To revitalise marriage, we must re-institute the old system of thoroughly testing and scrutinizing couples – any couples, gay or straight - before giving them a licence to couple up and breed. Time to make it really difficult to get married. Make it part of the education system in schools, colleges and TAFEs: you don’t have the points, you don’t get the licence. Rack up too many demerit points for beating your wife or neglecting your children, and your licence is suspended or withdrawn.

Why have marriage at all?

It can’t be denied that coupling up, in whatever combination, is a benefit to society. It’s good for the physical and mental health of the parties involved, reduces stress, provides economic support, etc. etc. – in short, saves everyone a lot of time, effort and money. Shares the work around.
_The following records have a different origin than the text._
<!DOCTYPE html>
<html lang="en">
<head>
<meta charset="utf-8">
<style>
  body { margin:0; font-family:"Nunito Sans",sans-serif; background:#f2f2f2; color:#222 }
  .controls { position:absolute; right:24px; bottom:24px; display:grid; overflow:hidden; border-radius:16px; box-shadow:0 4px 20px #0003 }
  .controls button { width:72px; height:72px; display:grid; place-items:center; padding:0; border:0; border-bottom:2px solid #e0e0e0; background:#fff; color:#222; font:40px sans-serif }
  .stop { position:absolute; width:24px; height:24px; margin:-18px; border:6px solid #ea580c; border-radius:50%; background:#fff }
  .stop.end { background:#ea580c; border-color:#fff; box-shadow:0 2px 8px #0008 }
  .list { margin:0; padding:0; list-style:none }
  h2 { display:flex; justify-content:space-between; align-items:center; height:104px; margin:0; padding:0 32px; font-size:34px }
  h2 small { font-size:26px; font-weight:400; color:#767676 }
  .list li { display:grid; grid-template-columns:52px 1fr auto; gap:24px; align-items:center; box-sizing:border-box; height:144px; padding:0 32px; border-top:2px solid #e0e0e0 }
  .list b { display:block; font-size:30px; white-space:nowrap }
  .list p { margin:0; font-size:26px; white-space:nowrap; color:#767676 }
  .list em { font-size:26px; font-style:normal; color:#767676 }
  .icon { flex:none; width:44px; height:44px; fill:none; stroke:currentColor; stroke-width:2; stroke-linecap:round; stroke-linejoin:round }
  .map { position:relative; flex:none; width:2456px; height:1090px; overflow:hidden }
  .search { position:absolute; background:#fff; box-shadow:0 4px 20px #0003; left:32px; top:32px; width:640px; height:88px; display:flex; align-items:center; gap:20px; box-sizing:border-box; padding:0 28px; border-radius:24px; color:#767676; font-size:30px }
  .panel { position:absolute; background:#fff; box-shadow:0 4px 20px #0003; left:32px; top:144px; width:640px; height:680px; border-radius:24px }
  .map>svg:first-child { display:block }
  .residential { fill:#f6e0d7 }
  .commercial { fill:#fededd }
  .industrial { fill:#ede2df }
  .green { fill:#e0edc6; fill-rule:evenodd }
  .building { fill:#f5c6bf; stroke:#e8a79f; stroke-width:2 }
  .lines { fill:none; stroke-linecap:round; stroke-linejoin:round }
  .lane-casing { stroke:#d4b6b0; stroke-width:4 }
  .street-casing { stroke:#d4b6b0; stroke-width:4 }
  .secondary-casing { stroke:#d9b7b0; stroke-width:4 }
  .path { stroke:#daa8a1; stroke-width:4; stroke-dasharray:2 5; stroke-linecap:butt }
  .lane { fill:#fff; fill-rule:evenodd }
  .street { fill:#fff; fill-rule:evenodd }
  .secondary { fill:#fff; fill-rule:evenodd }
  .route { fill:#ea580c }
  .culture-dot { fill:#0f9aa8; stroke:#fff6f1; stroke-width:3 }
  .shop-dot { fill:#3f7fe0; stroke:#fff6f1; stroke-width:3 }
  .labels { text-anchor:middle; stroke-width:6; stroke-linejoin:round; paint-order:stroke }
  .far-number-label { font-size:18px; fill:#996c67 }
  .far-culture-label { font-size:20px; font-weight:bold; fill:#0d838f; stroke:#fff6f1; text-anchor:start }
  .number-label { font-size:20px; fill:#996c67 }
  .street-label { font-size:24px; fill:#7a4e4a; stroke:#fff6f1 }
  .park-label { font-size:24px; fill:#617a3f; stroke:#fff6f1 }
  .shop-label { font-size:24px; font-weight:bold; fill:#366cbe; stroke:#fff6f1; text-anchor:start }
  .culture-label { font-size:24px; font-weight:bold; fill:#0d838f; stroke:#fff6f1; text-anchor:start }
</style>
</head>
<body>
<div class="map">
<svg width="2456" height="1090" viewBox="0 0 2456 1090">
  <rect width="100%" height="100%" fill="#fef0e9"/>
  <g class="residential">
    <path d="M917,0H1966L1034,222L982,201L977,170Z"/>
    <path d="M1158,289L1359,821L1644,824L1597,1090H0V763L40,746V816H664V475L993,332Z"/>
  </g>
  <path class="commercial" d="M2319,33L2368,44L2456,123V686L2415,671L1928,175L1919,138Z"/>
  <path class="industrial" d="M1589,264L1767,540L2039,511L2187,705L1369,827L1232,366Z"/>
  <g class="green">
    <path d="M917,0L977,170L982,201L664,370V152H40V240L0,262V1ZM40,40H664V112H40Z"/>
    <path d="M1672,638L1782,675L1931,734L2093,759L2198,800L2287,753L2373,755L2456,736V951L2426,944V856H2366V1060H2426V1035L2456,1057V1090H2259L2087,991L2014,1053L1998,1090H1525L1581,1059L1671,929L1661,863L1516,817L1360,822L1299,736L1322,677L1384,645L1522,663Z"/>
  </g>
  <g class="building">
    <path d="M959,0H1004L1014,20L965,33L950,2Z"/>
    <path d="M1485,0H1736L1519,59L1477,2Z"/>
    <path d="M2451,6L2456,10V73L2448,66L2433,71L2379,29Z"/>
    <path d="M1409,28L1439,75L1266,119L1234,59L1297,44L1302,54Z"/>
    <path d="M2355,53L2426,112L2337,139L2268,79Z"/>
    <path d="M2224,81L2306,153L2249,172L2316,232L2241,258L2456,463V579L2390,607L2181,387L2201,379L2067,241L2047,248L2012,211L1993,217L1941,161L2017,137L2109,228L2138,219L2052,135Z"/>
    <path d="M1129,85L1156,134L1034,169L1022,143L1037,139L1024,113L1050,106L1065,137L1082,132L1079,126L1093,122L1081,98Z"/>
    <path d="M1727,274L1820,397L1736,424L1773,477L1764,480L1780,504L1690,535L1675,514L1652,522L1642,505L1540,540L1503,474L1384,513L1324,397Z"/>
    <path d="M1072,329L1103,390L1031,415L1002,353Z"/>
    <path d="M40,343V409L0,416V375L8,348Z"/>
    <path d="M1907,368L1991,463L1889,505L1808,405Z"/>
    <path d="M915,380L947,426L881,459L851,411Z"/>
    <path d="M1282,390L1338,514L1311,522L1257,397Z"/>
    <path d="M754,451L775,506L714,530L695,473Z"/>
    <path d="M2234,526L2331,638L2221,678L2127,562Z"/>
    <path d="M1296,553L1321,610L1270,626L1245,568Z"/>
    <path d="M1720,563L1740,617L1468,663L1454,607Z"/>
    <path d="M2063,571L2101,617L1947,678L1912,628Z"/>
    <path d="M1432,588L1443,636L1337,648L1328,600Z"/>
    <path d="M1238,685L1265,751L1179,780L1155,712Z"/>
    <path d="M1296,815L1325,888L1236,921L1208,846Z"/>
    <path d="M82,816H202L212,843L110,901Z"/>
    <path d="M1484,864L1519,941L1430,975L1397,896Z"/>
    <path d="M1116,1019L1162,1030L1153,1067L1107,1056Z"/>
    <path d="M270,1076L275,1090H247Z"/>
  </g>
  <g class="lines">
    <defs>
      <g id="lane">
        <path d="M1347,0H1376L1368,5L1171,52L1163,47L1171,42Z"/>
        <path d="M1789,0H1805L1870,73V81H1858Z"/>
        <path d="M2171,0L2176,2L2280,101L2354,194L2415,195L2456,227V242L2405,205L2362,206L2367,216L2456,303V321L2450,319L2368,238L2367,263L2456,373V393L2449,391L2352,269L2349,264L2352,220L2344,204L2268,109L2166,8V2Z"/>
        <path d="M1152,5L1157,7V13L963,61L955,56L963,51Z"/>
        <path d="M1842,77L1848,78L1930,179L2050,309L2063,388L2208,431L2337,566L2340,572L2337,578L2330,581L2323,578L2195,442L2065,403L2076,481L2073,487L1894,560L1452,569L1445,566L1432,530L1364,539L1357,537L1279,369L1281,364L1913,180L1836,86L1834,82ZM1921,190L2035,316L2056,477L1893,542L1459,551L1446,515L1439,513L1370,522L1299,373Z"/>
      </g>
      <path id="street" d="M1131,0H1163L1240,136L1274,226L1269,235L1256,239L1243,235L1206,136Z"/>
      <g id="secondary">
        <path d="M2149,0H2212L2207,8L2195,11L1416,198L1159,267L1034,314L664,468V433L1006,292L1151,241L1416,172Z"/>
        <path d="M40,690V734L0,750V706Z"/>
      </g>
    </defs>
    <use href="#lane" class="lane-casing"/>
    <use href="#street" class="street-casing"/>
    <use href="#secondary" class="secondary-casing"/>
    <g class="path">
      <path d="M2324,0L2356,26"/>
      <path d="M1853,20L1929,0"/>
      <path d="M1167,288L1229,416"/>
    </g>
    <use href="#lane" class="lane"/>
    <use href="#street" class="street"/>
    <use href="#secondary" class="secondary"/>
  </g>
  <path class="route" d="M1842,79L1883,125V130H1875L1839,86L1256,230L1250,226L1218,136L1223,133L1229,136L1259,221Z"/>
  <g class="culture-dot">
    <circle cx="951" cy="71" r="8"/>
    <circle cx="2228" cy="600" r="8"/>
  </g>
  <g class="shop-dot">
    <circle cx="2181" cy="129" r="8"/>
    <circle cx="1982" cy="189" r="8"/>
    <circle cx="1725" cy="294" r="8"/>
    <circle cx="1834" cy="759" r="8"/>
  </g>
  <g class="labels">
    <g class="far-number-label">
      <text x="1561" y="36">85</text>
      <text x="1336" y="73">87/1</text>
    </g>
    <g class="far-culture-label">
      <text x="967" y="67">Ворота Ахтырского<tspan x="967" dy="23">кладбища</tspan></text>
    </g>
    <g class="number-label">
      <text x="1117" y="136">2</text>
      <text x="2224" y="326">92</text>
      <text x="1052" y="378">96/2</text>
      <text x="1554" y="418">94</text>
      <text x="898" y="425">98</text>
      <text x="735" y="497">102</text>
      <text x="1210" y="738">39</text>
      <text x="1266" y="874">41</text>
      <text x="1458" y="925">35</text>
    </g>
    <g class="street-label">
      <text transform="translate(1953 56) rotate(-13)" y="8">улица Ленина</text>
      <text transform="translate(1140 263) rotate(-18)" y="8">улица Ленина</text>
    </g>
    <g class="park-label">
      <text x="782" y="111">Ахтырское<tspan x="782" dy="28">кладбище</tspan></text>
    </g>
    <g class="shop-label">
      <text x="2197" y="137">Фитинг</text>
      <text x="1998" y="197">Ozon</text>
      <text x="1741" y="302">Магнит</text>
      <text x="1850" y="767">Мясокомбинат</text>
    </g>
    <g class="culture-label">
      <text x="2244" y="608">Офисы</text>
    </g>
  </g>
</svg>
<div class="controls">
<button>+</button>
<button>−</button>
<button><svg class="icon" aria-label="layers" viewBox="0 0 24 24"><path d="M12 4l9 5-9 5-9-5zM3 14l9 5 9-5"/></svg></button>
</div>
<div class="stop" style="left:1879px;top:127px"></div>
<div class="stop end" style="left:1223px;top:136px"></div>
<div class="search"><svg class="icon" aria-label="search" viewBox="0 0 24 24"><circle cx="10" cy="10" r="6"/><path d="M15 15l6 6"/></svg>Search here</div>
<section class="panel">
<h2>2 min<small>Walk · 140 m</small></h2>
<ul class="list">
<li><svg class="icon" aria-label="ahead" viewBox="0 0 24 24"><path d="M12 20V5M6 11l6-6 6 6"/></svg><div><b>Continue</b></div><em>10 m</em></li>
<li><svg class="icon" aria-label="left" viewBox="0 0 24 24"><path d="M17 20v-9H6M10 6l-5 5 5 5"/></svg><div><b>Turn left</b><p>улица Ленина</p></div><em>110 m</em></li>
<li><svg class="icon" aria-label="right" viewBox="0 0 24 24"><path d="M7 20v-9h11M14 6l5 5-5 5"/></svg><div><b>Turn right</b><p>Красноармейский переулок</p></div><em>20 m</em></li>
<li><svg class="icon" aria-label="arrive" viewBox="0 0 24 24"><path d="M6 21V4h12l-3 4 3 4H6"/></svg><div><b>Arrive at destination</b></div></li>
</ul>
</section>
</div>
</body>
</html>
Among other things, it’s a business arrangement between the couple and society. Society spends less on physical and mental health, orphanages, daycare, old folks homes, utilities, infrastructure, income support, welfare, and a hundred and one other things. . . . and in return couples get a kick-back. Couples pay less tax than singles, even less if they’re raising kids or looking after seniors, because they do more ‘free’ work.

It’s the equality, stupid

It’s got nothing (much) to do with sex. It doesn’t matter if you’re gay or straight, the payoff for society’s the same. So the payoff for the people involved should be the same.

Personal feelings shouldn’t really come into it. Feelings do not really count in this debate. What counts is fairness, justice and equality. God doesn’t come into this either. Citizens have all kinds of Gods, or no Gods at all. Gods don’t vote and have no place in the political system. His / her / their / it’s views are in fact specifically excluded from the system. Even if we had any way to ascertain them. Which we don’t.

So leave your feelings out of it. Leave your religion out of it. It’s political. It’s economic. It’s practical. If one selfish little bunch want that word marriage for themselves, then fine. Keep it. I don’t much care. It’s only a word. But if I take on the job of partnering with another human being, I want the same deal as any other partnered human being.

Gay people have been agitating for marriage because it gives us equality. It’s the equality that counts, not the marriage. Perhaps now the time has come for a wholesale rethink of relationship patterns, structures and laws, and their social and economic underpinnings. After all, marriage as it stands doesn’t actually seem to be work very well for traditional couples: perhaps it’s time to devise new forms that allow us to take care of each other and our children. Or else to restore the institution of marriage to it’s original strength and rigour.